### The data
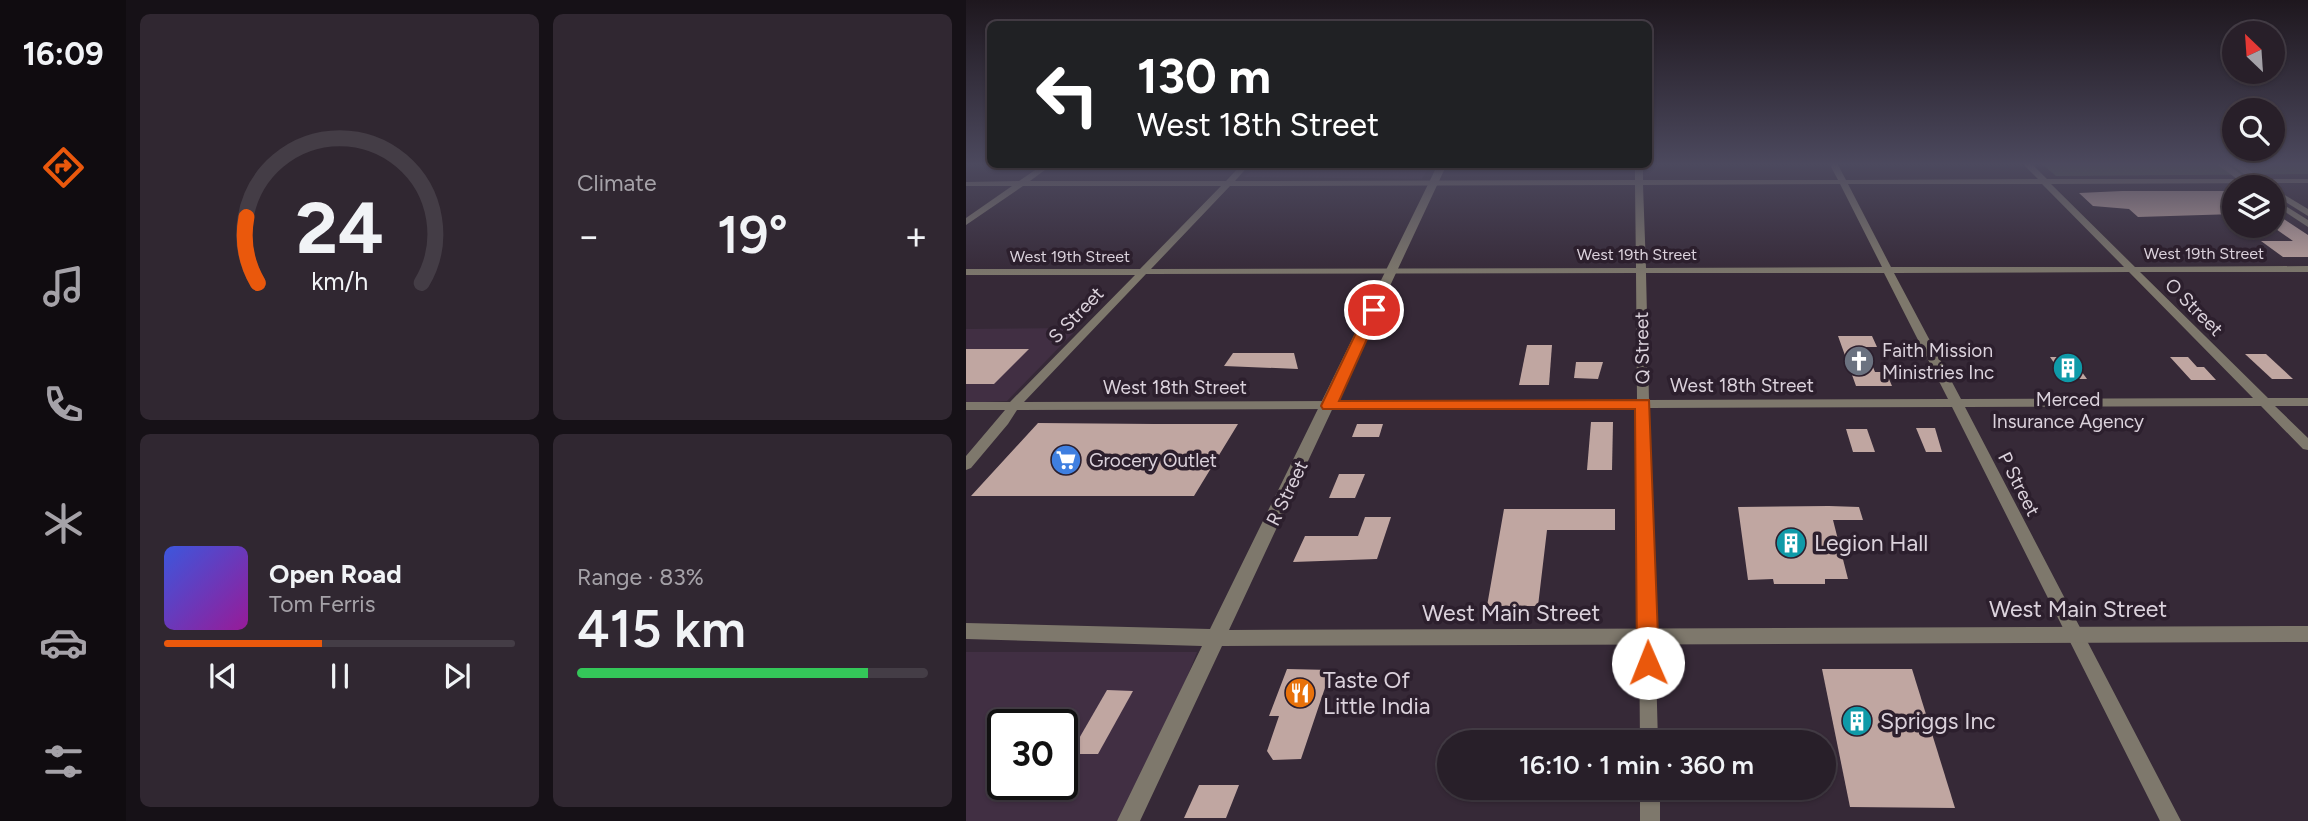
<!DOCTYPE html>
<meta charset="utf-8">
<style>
:root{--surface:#281f29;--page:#302731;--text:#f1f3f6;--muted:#a5a2a8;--line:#443d46;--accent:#ea580c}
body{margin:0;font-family:Figtree,sans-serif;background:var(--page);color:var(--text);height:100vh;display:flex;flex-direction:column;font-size:26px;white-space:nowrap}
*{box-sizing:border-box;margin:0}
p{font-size:23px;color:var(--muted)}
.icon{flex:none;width:38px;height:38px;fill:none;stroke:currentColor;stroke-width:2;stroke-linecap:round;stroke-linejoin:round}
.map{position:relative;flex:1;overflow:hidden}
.side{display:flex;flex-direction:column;gap:14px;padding:14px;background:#161117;width:840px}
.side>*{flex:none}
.guide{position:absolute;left:21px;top:21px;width:665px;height:147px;border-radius:10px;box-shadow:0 2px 5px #0004,0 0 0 2px var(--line);background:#202124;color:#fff;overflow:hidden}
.needle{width:46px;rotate:335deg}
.controls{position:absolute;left:1256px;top:21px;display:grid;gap:14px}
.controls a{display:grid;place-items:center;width:63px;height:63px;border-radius:50%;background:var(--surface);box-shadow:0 2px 5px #0004,0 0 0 2px var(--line);font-size:35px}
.speed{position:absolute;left:21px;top:709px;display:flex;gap:14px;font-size:35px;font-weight:700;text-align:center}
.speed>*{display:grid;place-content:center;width:91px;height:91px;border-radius:50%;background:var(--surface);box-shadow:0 2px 5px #0004,0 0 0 2px var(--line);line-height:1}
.speed .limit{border:4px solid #111;border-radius:10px;background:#fff;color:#111}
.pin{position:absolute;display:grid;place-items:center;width:60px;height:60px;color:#fff;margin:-30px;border:4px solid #fff;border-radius:50%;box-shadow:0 2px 7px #0007}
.me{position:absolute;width:77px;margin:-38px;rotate:359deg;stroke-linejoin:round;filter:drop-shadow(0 0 5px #0008)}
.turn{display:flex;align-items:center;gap:24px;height:147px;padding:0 35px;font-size:32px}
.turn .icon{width:91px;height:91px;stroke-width:2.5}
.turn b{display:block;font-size:49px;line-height:60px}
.big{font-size:52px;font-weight:600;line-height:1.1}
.side .tile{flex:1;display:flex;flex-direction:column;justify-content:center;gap:10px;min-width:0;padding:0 24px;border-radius:10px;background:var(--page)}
.side .dial{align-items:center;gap:0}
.dial svg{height:182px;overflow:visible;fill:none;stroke:var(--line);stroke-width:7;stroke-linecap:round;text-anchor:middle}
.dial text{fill:var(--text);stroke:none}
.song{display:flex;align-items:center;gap:21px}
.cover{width:84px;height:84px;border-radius:10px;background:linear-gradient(135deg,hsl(230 70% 55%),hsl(300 70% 35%))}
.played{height:7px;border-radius:4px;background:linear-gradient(90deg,var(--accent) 45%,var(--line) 45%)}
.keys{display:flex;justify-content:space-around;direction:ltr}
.heat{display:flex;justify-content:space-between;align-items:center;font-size:38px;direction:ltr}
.charge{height:10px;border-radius:5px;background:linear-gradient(90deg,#34c759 83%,var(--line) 0)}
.side .tiles{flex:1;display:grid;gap:14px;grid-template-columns:repeat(2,1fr)}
.trip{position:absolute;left:471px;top:730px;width:399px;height:70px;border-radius:35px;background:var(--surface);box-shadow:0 2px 5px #0004,0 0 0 2px var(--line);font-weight:600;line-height:70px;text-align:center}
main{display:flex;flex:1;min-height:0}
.dock{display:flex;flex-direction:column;width:126px;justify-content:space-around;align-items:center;background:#100c10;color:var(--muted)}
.dock .icon{width:49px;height:49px}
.dock .selected{color:var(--accent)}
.dock b{font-size:32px;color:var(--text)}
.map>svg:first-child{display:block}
.built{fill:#412f43;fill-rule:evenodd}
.green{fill:#4e5c49}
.building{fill:#c0a6a1}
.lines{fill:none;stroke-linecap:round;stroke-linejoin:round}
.minor{fill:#7e786c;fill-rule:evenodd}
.tertiary{fill:#7e786c;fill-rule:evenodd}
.route{fill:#ea580c;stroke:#983908;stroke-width:2}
.labels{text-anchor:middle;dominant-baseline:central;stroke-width:7;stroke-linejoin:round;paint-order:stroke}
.far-street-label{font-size:16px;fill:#dbd2dc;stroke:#2c1f2d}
.street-label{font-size:19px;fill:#dbd2dc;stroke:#2c1f2d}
.poi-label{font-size:19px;fill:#dbd2dc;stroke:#2c1f2d;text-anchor:start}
.near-poi-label{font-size:23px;fill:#dbd2dc;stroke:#2c1f2d;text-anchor:start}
.near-street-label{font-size:23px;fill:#dbd2dc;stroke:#2c1f2d}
</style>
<main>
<nav class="dock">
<b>16:09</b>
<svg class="icon selected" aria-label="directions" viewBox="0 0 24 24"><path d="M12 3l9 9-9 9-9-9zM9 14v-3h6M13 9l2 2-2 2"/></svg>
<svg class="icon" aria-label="music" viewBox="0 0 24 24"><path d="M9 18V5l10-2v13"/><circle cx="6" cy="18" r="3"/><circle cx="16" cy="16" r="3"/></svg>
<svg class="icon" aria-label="phone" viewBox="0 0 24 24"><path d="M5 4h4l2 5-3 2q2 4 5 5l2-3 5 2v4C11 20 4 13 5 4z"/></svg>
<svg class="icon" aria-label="climate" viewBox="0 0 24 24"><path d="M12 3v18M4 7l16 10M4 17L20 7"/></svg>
<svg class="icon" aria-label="car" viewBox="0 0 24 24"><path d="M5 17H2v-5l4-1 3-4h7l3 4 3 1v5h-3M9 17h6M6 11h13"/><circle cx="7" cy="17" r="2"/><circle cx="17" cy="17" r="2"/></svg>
<svg class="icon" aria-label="filters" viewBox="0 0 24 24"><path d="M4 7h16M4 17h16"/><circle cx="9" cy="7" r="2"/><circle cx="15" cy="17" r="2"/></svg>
</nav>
<section class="side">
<div class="tiles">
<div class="tile dial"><svg viewBox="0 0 100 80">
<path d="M14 69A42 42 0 1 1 86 69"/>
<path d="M14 69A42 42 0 0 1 9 40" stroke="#ea580c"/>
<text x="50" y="56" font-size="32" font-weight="700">24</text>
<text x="50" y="72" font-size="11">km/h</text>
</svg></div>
<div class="tile"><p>Climate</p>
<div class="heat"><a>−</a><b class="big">19°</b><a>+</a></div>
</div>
<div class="tile">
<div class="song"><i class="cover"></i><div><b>Open Road</b><p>Tom Ferris</p></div></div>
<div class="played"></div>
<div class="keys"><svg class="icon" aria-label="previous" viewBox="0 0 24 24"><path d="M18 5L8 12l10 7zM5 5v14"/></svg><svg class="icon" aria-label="pause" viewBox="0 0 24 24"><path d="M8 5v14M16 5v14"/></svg><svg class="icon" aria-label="next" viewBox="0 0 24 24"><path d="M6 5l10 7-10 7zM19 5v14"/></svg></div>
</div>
<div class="tile"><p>Range · 83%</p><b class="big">415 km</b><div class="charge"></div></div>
</div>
</section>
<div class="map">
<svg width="1342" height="821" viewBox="0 0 1342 821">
<rect width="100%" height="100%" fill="#362937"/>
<!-- built -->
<g class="built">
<polygon points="290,165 290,164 464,165 456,179 278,177"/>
<polygon points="112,328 41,401 0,403 0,329"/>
<path d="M0 652H231L165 821H0ZM37 724H96V784H37Z"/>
</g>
<!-- green -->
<polygon class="green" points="1075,163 1342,163 1342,174 1090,176"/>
<!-- building -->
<g class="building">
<polygon points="1156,191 1269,191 1269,214 1172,217 1163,209 1127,206 1113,193"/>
<polygon points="1307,212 1342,235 1342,257 1317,257 1295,241 1327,241 1307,227"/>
<polygon points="872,336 906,336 911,347 899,347 909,372 920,372 926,386 890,386"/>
<polygon points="561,345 586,345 583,385 553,385"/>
<polygon points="0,349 63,349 28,384 0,384"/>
<polygon points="267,353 328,353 332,369 258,366"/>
<polygon points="1279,354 1300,354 1327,379 1306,379"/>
<polygon points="1084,357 1105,357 1121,379 1099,379"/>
<polygon points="1204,357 1222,357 1231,367 1238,367 1250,380 1225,380"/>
<polygon points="610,362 637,362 632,379 608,378"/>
<polygon points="625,422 647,422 646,470 621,470"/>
<polygon points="72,423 188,424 272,424 228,496 5,496"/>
<polygon points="391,424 417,424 413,437 386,437"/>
<polygon points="950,428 969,428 976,452 960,452"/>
<polygon points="880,429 901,429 909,452 887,452"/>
<polygon points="373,474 399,474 389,498 363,498"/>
<polygon points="863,506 893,507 897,520 867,520 882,579 859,579 859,584 808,584 807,579 782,580 772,507"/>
<polygon points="538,509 649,509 649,530 581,530 572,606 521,606"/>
<polygon points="399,517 425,517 411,559 327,562 339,536 392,536"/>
<polygon points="321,669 365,670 335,759 307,760 301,751 313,716 303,716"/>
<polygon points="856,669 946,669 989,808 884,807"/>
<polygon points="141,690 167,691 132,754 104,754"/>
<polygon points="233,785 273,785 260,818 218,818"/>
</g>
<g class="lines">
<!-- minor -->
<g class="minor">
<path d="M863 163H871L880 180 1072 179 1056 163H1065L1081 179H1271L1249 163H1259L1276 175 1275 179H1285L1263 163H1273L1296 179H1342V183L1085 184 1169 267 1342 266V272H1174L1302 398H1342V406H1309L1342 438V450L1337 449 1295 406 999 407 1215 821H1194L986 407 683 408 692 742H674L671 408 51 410 42 424 5 468 0 470V456L39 410H0V402H44L169 275H0V269H174L255 186H57L0 225V218L46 186H0V182L53 181 78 164H87L64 181H260L276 164H284L269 181 669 180V164H677V180H872ZM874 184 916 267 680 268 677 185ZM882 184H1076L1158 267H925ZM669 185 670 268 185 269 264 186ZM1163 272 1287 398 995 399 928 273ZM670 273 671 400 58 402 180 274ZM680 273H918L982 399 683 400Z"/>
<polygon points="1307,188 1342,209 1342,216 1307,194"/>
<polygon points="1307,198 1342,220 1342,227 1307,204"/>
<rect x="674" y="788" width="20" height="33"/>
</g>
<!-- tertiary -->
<polygon class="tertiary" points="472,164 481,164 263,630 1342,626 1342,642 256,646 174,821 151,821 236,646 0,639 0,623 244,629"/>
</g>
<!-- sky -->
<linearGradient id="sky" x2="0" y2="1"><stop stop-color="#1e171e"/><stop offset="0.59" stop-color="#4c495e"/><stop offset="1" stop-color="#4c495e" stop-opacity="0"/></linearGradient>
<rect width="1342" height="278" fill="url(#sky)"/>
<!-- route -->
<polygon class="route" points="408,306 414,310 373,401 683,400 693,663 690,670 682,673 674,670 671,663 669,409 357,409 355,406 401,310"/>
<!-- icons -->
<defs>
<g id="church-disc" transform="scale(1.575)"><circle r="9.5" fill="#6b7280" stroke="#2c1f2d"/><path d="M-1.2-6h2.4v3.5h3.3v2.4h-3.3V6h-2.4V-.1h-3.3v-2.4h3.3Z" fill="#fff"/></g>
<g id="building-disc" transform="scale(1.575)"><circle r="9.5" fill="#0f9aa8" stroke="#2c1f2d"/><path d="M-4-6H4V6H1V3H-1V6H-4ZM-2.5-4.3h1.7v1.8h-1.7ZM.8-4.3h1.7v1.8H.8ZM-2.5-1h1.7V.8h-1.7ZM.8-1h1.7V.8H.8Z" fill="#fff"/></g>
<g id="supermarket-disc" transform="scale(1.575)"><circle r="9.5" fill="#3f7fe0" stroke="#2c1f2d"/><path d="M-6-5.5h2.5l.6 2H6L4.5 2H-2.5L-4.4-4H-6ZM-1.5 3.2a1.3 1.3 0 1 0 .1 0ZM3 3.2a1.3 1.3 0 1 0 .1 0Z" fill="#fff"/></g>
<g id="restaurant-disc" transform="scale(1.575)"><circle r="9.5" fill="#e8710a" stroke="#2c1f2d"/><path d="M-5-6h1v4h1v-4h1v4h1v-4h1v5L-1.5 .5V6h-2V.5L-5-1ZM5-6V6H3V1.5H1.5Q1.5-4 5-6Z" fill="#fff"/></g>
</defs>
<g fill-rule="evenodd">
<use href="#church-disc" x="893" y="361"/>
<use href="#building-disc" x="1102" y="368"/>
<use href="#supermarket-disc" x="100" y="460"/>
<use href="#building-disc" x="825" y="543"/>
<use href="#restaurant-disc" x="334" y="693"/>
<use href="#building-disc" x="891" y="721"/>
</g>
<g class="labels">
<!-- far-street labels -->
<g class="far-street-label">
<text x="1238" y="253">West 19th Street</text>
<text x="671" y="254">West 19th Street</text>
<text x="104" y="256">West 19th Street</text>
</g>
<!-- street labels -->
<g class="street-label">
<text transform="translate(1228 307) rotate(45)">O Street</text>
<text transform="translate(110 315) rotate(-46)">S Street</text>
<text transform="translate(676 348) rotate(-91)">Q Street</text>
<text x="776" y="385">West 18th Street</text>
<text x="209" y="387">West 18th Street</text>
<text transform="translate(1053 484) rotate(63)">P Street</text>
<text transform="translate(321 493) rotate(-64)">R Street</text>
</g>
<!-- poi labels -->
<g class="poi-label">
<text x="916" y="350">Faith Mission<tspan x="916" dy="22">Ministries Inc</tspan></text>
<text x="1102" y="399" text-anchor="middle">Merced<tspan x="1102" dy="22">Insurance Agency</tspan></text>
<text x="123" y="460">Grocery Outlet</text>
</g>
<!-- near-poi labels -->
<g class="near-poi-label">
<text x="848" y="543">Legion Hall</text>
<text x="357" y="680">Taste Of<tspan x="357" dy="26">Little India</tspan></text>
<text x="914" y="721">Spriggs Inc</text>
</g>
<!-- near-street labels -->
<g class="near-street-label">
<text x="1112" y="609">West Main Street</text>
<text x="545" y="613">West Main Street</text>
</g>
</g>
</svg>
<div class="controls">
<a><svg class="needle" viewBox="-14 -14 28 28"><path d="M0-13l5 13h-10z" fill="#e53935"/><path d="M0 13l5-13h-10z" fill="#a5a2a8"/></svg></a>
<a><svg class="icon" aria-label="search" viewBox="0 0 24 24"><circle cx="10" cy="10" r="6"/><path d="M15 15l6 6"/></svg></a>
<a><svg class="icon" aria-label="layers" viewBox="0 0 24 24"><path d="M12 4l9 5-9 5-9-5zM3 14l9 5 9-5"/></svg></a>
</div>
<div class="speed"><div class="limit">30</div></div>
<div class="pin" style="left:408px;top:310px;background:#d93025"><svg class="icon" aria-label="arrive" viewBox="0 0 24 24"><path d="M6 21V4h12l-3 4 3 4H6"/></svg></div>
<svg class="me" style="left:682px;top:663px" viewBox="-20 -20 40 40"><circle r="19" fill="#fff"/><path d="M0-13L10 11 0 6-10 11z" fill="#ea580c"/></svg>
<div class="trip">16:10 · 1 min · 360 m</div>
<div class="guide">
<div class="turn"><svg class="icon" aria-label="left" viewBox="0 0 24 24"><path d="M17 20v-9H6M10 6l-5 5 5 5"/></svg><div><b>130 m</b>West 18th Street</div></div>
</div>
</div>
</main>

### Requirement
Produce an exact repeat of the lines from the one containing "m</b>West 18th Street</div></div>" through the last line of the data, and nothing more.

### Output of the exercise
<div class="turn"><svg class="icon" aria-label="left" viewBox="0 0 24 24"><path d="M17 20v-9H6M10 6l-5 5 5 5"/></svg><div><b>130 m</b>West 18th Street</div></div>
</div>
</div>
</main>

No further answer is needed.